**PROMPT**
State how many lines in the following entries contain the word "drop". No other output.

**EXERCISE INPUTS**
※

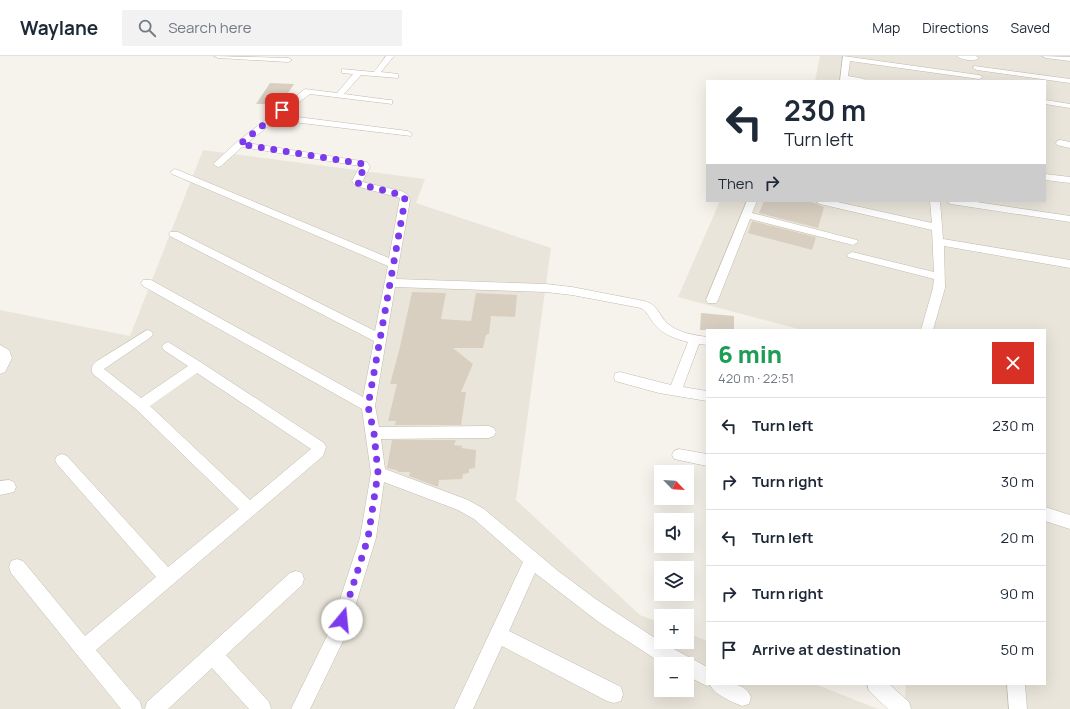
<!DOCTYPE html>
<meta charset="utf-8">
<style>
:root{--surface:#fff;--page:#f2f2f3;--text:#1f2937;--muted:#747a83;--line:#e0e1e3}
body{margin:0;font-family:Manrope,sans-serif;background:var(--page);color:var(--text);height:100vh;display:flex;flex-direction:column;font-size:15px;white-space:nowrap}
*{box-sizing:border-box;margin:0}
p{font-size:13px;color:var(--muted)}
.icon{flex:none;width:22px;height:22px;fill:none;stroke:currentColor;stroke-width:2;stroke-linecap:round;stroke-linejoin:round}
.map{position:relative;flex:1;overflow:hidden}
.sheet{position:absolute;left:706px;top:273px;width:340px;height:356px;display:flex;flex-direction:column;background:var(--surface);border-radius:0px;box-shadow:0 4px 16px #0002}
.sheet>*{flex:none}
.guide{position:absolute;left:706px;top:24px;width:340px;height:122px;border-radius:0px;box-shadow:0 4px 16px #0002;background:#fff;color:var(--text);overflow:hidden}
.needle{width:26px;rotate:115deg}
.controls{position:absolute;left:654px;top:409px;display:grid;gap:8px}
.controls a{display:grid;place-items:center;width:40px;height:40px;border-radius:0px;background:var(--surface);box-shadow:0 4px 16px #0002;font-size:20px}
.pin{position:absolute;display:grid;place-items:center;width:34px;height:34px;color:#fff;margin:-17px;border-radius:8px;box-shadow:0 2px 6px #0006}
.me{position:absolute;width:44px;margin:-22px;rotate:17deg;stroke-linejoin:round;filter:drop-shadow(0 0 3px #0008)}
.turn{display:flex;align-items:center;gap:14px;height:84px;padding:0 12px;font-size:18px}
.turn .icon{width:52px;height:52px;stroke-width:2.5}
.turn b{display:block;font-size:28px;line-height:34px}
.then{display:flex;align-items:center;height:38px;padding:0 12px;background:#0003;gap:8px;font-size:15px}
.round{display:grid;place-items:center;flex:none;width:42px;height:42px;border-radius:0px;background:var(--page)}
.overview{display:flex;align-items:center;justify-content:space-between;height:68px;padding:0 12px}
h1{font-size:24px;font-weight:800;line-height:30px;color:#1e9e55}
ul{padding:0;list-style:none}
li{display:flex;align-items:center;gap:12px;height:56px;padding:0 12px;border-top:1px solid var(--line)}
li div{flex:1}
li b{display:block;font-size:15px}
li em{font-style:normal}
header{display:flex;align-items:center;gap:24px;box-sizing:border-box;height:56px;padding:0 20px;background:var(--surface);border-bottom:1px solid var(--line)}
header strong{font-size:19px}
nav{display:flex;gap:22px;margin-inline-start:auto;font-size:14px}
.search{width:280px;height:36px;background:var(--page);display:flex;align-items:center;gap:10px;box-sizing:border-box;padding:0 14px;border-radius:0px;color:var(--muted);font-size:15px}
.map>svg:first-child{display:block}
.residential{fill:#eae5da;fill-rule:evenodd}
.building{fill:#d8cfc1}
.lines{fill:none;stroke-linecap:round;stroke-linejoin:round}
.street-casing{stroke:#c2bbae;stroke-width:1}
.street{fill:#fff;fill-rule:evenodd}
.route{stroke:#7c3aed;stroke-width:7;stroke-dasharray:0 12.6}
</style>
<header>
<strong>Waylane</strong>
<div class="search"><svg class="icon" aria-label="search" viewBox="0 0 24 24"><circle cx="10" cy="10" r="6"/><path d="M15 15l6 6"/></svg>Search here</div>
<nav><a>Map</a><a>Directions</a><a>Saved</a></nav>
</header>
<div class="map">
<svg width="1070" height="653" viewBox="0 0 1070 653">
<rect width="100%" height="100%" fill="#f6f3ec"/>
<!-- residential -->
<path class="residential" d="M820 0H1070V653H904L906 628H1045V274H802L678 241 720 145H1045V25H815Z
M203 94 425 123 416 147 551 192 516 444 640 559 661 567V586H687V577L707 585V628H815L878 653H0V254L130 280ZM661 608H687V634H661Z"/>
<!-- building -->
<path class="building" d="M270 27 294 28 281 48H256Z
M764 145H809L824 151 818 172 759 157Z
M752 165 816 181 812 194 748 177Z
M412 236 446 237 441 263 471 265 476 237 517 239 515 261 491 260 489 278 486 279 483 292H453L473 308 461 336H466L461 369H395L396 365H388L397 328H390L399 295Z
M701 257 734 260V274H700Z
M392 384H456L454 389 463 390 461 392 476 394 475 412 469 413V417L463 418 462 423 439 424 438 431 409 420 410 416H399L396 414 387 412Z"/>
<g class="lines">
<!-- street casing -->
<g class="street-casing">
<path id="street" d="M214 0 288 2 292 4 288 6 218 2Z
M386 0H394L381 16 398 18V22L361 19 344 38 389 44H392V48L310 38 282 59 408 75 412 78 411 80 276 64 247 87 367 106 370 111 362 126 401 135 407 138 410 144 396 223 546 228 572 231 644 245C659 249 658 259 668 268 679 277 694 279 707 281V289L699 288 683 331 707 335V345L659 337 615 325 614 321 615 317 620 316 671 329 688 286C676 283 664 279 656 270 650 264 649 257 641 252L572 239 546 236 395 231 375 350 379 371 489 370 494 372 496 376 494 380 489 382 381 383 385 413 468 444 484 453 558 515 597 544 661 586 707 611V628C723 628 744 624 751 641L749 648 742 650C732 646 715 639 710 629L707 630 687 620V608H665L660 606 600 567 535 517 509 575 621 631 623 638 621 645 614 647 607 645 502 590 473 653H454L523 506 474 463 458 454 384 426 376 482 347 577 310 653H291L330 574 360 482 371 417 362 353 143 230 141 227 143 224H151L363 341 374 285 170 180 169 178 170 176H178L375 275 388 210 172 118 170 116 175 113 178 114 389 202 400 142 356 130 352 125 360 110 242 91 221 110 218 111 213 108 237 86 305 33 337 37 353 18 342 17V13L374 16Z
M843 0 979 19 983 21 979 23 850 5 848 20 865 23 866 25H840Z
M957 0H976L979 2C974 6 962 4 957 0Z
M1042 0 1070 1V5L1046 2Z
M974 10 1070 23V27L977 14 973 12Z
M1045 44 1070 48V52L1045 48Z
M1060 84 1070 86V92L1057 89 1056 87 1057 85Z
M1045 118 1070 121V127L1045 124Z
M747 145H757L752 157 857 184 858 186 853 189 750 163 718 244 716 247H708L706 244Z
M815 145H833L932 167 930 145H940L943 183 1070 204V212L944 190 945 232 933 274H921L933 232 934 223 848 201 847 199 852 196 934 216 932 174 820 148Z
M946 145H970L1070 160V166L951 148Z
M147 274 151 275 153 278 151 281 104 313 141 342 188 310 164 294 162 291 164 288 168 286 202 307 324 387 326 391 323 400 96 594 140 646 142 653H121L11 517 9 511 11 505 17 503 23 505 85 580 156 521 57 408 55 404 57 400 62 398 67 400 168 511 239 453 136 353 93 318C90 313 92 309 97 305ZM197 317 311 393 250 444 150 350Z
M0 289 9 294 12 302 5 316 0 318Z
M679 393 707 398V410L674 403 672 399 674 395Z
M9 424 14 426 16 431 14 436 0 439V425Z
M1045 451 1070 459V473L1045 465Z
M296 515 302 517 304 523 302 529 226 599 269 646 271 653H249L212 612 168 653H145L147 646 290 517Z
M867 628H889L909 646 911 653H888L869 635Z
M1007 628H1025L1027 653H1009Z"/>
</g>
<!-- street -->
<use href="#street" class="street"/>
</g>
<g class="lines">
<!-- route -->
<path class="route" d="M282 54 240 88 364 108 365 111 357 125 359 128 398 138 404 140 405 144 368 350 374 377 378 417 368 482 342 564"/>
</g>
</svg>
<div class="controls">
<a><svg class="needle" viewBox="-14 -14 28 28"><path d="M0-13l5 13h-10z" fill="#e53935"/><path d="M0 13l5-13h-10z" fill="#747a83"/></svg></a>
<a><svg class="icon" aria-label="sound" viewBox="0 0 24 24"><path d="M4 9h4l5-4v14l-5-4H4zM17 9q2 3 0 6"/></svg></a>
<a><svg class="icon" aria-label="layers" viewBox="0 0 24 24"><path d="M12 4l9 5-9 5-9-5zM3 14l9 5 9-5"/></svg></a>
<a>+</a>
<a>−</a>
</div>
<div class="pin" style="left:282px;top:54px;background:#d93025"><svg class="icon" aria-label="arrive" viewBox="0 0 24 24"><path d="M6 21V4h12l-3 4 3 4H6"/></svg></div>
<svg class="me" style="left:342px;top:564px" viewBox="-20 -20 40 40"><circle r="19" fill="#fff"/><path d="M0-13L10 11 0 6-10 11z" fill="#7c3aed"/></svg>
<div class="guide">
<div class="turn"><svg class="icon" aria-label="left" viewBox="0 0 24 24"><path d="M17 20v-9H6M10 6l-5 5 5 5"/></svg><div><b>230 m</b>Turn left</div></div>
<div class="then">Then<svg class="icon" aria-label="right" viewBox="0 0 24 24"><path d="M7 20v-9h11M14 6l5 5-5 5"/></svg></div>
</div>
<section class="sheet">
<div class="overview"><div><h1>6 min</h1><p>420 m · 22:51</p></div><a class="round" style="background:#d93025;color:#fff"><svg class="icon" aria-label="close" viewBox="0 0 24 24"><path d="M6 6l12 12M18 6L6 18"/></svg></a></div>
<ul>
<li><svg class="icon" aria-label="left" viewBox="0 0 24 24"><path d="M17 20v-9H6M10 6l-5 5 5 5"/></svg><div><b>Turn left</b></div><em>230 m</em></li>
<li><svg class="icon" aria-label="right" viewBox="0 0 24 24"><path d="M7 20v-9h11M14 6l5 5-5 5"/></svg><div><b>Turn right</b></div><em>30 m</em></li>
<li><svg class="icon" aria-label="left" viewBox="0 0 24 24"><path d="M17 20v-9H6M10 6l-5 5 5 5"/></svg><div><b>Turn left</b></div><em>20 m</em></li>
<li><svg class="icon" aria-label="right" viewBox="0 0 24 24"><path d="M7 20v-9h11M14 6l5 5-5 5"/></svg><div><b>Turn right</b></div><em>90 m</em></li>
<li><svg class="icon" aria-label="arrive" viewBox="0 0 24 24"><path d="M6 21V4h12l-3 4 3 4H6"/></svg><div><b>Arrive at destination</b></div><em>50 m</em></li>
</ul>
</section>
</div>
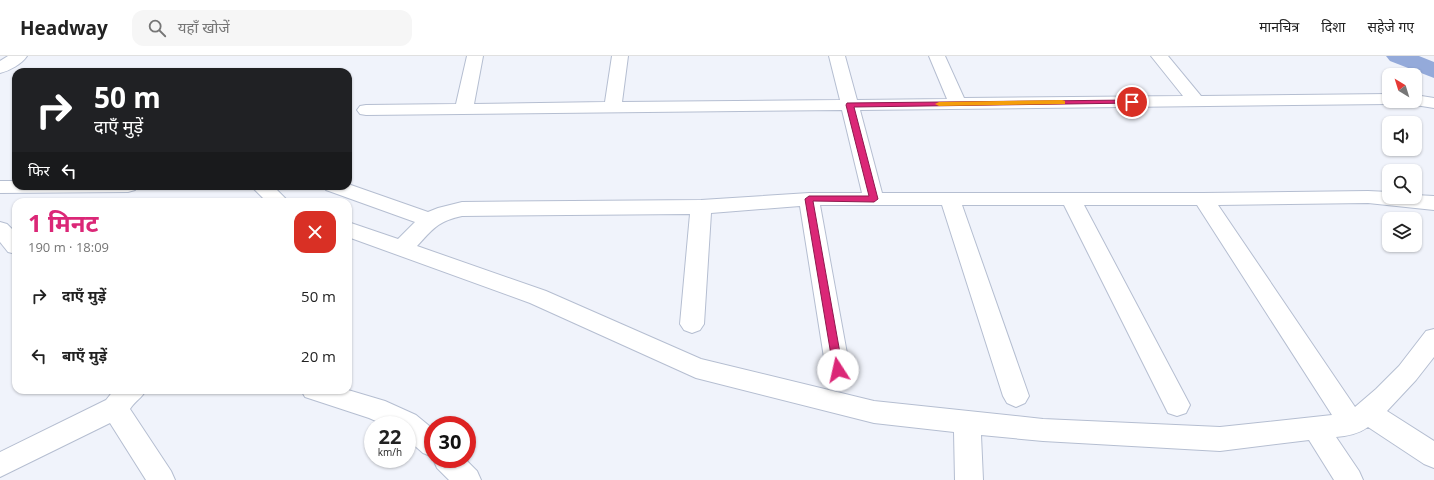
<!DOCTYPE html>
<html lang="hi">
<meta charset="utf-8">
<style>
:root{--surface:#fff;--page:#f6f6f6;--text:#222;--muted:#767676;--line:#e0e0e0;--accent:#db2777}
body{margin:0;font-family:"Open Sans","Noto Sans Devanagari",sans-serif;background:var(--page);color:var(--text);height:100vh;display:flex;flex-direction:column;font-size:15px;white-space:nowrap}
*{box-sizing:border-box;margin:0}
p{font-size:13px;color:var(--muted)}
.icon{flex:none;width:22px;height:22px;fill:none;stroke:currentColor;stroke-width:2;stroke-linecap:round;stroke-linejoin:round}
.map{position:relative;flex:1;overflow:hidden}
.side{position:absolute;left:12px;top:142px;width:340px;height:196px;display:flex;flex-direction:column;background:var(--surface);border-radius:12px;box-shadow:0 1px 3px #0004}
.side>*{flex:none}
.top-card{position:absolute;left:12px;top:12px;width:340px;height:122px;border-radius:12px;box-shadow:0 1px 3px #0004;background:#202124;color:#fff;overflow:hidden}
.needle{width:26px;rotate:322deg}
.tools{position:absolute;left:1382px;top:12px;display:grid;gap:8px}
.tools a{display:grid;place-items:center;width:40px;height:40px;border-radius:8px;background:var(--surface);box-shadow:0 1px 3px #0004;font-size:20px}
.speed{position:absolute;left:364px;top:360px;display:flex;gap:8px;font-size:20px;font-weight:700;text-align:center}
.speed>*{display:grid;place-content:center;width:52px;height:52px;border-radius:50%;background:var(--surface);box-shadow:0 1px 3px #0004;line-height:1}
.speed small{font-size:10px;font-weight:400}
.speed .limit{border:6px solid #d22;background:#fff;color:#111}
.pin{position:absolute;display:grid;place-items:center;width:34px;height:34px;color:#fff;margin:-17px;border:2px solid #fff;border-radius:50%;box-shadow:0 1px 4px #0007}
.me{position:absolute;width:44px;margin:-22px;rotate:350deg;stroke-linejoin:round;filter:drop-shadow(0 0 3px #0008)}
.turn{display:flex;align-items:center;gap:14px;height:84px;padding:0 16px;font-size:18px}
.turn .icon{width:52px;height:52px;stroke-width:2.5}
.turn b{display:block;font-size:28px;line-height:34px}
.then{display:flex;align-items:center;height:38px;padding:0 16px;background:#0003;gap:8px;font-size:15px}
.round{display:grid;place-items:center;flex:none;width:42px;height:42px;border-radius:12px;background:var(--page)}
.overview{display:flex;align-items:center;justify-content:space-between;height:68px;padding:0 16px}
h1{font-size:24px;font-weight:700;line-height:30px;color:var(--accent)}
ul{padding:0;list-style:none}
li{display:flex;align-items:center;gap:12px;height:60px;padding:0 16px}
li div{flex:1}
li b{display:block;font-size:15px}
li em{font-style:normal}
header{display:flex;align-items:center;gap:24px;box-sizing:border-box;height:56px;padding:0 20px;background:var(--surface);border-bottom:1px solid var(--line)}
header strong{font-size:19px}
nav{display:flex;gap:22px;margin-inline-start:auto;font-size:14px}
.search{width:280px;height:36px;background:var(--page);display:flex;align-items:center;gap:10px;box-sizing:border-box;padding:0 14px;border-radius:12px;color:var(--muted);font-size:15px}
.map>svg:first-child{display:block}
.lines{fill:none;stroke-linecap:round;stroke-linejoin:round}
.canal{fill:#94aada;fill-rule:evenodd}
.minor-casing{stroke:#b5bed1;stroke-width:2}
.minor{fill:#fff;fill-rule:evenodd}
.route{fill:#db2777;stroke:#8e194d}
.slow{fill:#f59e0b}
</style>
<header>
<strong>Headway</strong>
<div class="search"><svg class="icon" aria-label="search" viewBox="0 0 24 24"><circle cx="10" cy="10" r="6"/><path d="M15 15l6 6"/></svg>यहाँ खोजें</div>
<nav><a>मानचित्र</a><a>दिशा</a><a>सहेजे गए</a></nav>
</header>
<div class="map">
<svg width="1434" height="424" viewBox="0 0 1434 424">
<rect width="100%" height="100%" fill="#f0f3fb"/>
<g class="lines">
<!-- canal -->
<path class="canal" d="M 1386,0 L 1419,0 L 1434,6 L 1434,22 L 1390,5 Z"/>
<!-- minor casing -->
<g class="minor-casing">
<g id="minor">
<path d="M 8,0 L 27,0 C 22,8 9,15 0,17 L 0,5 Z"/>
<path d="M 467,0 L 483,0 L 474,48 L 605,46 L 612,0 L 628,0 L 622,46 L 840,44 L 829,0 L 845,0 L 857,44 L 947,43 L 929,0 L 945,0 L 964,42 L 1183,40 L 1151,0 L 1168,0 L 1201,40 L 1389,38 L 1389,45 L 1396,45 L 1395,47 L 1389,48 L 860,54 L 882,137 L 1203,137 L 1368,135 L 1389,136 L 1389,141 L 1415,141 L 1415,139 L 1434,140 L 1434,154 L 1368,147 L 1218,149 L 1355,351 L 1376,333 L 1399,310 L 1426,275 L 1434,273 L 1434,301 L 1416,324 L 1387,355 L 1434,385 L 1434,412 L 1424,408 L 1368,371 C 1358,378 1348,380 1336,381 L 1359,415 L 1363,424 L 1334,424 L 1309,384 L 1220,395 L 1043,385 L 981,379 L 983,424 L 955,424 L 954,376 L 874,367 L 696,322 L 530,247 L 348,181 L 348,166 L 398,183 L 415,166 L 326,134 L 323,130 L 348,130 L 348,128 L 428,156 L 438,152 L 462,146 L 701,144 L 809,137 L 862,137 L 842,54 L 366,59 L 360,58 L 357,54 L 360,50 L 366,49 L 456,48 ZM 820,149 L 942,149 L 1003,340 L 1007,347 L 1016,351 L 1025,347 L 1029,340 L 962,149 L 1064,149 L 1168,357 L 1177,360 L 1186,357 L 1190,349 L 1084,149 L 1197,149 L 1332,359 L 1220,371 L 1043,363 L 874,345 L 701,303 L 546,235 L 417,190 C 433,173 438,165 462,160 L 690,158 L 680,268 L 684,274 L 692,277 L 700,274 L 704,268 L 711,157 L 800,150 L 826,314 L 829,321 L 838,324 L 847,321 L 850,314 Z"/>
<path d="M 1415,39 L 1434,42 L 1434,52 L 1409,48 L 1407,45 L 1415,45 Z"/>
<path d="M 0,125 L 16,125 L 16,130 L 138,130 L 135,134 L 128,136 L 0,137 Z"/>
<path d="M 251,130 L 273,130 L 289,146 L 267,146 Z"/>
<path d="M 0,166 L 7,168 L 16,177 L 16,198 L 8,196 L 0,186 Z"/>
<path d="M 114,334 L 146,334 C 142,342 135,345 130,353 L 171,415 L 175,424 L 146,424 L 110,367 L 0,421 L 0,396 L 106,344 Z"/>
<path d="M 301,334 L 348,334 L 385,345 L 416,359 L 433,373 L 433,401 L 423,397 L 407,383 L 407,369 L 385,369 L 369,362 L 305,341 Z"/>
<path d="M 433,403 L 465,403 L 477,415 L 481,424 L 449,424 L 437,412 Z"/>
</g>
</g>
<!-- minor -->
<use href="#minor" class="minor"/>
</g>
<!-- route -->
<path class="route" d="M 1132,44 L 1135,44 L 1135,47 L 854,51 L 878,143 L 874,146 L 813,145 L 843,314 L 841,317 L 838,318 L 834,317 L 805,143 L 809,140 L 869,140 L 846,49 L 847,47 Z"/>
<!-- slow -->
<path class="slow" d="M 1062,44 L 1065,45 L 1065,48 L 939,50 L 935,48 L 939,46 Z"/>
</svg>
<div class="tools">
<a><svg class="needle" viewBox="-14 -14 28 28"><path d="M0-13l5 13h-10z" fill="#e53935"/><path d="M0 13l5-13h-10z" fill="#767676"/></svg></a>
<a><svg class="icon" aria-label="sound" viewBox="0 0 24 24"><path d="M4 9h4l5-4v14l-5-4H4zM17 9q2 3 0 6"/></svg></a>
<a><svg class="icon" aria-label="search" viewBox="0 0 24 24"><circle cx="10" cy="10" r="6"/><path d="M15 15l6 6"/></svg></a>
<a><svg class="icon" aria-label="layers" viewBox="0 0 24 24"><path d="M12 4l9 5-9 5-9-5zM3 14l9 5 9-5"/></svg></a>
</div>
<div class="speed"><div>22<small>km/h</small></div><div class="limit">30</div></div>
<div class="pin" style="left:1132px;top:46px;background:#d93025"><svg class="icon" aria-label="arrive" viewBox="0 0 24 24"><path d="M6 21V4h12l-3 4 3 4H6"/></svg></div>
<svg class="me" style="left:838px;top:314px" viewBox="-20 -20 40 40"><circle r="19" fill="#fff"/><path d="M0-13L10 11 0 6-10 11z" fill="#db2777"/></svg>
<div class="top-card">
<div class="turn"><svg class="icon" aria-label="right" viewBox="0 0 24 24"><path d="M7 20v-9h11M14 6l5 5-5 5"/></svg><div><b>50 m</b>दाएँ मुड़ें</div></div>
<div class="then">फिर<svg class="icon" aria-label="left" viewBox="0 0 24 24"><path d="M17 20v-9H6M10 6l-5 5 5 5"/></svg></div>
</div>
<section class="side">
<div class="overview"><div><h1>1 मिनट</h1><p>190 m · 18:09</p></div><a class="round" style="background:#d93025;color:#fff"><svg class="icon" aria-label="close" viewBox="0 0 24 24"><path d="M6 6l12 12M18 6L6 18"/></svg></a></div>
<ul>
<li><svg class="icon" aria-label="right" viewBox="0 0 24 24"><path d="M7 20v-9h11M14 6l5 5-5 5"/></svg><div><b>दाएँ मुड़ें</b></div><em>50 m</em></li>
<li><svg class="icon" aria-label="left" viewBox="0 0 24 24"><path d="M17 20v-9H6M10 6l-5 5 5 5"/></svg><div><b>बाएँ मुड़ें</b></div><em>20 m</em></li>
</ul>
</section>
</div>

※

**WRITTEN SOLUTION**
2